(Beginning of Records provided)

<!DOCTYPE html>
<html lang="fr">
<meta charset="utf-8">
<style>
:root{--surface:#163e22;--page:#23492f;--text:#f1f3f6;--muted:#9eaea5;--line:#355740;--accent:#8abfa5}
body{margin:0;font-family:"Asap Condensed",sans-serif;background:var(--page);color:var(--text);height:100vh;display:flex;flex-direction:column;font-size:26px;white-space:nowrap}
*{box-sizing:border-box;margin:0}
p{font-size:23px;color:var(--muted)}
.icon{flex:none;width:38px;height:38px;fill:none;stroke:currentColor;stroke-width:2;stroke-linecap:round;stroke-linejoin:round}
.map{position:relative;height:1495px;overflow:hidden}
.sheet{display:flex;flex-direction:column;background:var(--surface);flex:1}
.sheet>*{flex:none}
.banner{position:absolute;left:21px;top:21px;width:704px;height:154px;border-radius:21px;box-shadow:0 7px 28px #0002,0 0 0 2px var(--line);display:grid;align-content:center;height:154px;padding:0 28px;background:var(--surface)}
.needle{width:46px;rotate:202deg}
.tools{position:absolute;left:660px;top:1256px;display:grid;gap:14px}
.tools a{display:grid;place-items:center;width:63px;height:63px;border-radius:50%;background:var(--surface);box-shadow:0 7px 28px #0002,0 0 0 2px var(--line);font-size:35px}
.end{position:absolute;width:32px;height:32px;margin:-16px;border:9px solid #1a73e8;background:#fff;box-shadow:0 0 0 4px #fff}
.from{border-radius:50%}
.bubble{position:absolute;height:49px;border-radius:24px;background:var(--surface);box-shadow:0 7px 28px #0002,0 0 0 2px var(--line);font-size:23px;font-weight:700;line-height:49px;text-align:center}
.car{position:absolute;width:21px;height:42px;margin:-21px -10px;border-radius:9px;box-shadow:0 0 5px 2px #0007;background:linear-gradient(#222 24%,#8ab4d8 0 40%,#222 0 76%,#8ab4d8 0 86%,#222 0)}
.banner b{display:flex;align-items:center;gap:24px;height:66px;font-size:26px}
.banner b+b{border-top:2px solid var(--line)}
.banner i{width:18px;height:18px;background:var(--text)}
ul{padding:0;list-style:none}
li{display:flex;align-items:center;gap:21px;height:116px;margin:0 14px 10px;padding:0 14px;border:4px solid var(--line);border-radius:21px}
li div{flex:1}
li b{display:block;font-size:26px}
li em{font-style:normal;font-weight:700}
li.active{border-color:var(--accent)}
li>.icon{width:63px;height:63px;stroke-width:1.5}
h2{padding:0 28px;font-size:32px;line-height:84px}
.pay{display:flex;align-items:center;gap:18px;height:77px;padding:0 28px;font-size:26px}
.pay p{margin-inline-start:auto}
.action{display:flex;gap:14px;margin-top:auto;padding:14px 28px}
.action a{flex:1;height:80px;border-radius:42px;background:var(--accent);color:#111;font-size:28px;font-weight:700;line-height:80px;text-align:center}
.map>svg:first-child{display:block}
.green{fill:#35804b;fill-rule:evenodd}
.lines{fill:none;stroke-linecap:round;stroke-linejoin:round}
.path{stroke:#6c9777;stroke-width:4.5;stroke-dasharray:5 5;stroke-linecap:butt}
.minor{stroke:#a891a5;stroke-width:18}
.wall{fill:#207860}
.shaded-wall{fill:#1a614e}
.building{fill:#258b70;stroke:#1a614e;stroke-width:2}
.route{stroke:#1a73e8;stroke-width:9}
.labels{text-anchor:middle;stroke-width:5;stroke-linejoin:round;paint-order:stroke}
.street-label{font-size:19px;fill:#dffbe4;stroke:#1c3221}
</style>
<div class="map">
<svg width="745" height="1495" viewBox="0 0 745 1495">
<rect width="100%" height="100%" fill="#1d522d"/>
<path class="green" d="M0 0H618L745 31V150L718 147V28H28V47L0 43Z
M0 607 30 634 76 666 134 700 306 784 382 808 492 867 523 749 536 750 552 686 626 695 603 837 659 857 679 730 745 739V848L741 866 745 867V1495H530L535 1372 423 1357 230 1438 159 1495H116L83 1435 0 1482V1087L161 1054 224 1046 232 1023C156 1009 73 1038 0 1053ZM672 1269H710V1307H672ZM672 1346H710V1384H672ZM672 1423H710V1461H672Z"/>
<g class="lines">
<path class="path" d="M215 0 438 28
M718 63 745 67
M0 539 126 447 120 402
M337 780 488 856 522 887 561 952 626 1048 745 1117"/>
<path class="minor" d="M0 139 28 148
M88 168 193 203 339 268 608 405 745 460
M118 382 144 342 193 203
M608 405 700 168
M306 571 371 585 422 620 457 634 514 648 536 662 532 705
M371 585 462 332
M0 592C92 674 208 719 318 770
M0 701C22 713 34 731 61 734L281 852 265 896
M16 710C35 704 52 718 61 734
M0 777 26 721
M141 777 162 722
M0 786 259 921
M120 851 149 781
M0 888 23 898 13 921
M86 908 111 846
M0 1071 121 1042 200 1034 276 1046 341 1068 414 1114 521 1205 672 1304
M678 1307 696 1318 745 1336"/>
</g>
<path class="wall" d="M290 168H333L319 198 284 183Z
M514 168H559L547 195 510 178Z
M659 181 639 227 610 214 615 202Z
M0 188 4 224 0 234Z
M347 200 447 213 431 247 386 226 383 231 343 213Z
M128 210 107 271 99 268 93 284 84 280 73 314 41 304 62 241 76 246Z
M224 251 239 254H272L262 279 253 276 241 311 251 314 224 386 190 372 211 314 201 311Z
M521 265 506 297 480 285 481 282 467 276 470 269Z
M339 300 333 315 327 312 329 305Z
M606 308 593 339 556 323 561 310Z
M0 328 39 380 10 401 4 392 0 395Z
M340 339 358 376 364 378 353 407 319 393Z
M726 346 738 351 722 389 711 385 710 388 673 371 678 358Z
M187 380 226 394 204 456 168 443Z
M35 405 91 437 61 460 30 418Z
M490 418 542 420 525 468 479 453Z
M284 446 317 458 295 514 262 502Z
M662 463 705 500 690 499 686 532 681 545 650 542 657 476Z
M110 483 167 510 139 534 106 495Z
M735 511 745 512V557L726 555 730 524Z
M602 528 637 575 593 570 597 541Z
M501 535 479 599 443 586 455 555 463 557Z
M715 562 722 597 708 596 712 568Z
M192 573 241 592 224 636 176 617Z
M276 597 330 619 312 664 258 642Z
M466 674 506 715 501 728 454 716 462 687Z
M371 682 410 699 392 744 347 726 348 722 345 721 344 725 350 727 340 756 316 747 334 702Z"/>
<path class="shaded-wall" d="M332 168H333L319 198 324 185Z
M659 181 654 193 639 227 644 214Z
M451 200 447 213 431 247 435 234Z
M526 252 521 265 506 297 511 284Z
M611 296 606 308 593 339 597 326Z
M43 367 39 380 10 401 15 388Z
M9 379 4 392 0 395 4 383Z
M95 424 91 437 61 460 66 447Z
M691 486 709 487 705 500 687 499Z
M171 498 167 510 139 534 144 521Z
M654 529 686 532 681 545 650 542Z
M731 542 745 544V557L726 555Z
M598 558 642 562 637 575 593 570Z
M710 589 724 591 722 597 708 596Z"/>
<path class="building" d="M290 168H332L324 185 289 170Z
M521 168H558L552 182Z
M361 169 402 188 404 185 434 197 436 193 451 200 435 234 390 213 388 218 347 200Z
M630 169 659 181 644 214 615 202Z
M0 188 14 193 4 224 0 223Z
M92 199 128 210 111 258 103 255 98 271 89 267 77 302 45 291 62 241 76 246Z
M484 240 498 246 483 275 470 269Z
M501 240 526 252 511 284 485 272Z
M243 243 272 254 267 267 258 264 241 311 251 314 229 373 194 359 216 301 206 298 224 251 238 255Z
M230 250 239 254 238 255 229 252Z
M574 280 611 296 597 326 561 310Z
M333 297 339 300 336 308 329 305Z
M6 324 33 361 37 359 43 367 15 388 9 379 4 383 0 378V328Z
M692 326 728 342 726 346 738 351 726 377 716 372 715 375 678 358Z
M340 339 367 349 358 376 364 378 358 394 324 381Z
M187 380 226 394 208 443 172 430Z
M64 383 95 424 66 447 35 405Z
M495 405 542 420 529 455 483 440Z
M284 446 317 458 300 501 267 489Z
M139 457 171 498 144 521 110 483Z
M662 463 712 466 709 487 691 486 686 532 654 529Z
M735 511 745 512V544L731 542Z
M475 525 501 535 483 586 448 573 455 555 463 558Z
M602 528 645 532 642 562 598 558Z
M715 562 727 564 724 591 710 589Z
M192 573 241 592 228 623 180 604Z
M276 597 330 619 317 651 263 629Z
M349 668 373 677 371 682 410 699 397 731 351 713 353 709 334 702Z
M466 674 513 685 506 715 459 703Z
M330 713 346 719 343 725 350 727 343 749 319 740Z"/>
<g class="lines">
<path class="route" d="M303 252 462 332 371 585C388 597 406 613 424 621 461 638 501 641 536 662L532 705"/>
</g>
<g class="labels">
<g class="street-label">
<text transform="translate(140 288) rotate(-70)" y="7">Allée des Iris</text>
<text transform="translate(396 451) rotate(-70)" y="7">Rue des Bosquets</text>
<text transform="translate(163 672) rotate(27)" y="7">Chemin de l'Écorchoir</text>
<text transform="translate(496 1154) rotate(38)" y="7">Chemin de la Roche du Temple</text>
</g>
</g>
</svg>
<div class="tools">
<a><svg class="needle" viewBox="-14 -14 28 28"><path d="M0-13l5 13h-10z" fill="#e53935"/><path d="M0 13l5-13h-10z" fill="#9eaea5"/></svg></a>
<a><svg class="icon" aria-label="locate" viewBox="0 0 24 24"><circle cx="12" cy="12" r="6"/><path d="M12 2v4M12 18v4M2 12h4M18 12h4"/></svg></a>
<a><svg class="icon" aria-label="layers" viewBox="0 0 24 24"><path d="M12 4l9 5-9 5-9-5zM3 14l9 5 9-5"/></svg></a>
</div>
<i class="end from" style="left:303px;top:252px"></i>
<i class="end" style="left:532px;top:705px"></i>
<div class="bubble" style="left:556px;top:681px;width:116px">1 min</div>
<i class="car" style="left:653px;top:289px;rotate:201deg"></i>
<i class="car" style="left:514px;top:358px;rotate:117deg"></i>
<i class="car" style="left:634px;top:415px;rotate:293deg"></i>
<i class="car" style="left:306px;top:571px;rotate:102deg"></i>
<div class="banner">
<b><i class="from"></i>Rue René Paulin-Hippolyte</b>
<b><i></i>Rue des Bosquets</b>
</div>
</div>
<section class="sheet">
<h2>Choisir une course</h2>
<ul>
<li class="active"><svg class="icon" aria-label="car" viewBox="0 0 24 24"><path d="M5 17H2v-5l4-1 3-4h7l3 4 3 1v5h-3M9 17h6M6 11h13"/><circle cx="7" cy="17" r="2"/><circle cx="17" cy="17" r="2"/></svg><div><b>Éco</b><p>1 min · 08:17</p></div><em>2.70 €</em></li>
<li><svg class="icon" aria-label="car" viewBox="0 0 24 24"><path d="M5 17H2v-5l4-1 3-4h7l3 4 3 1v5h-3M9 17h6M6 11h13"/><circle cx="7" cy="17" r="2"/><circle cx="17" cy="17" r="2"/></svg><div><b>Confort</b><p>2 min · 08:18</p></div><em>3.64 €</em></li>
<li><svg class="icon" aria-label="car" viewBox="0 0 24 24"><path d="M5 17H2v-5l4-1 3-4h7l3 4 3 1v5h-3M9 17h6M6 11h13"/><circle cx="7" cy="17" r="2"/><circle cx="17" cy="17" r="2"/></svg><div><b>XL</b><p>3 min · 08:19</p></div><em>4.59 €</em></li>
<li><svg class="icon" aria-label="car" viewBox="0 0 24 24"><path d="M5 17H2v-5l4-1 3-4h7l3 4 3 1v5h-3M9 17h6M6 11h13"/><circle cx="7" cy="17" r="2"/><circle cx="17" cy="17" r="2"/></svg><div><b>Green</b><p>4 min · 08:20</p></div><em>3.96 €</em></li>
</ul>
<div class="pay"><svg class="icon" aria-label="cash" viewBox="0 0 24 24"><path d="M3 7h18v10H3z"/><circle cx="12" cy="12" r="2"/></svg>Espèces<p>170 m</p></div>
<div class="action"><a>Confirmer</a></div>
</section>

(End of Records provided)

How to complete this task
What is needed is every line from the start of the entries through the line containing "-10px;border-radius:9px;box-shadow:0 0 5px", returned word for word and nothing else.

Worked solution
<!DOCTYPE html>
<html lang="fr">
<meta charset="utf-8">
<style>
:root{--surface:#163e22;--page:#23492f;--text:#f1f3f6;--muted:#9eaea5;--line:#355740;--accent:#8abfa5}
body{margin:0;font-family:"Asap Condensed",sans-serif;background:var(--page);color:var(--text);height:100vh;display:flex;flex-direction:column;font-size:26px;white-space:nowrap}
*{box-sizing:border-box;margin:0}
p{font-size:23px;color:var(--muted)}
.icon{flex:none;width:38px;height:38px;fill:none;stroke:currentColor;stroke-width:2;stroke-linecap:round;stroke-linejoin:round}
.map{position:relative;height:1495px;overflow:hidden}
.sheet{display:flex;flex-direction:column;background:var(--surface);flex:1}
.sheet>*{flex:none}
.banner{position:absolute;left:21px;top:21px;width:704px;height:154px;border-radius:21px;box-shadow:0 7px 28px #0002,0 0 0 2px var(--line);display:grid;align-content:center;height:154px;padding:0 28px;background:var(--surface)}
.needle{width:46px;rotate:202deg}
.tools{position:absolute;left:660px;top:1256px;display:grid;gap:14px}
.tools a{display:grid;place-items:center;width:63px;height:63px;border-radius:50%;background:var(--surface);box-shadow:0 7px 28px #0002,0 0 0 2px var(--line);font-size:35px}
.end{position:absolute;width:32px;height:32px;margin:-16px;border:9px solid #1a73e8;background:#fff;box-shadow:0 0 0 4px #fff}
.from{border-radius:50%}
.bubble{position:absolute;height:49px;border-radius:24px;background:var(--surface);box-shadow:0 7px 28px #0002,0 0 0 2px var(--line);font-size:23px;font-weight:700;line-height:49px;text-align:center}
.car{position:absolute;width:21px;height:42px;margin:-21px -10px;border-radius:9px;box-shadow:0 0 5px 2px #0007;background:linear-gradient(#222 24%,#8ab4d8 0 40%,#222 0 76%,#8ab4d8 0 86%,#222 0)}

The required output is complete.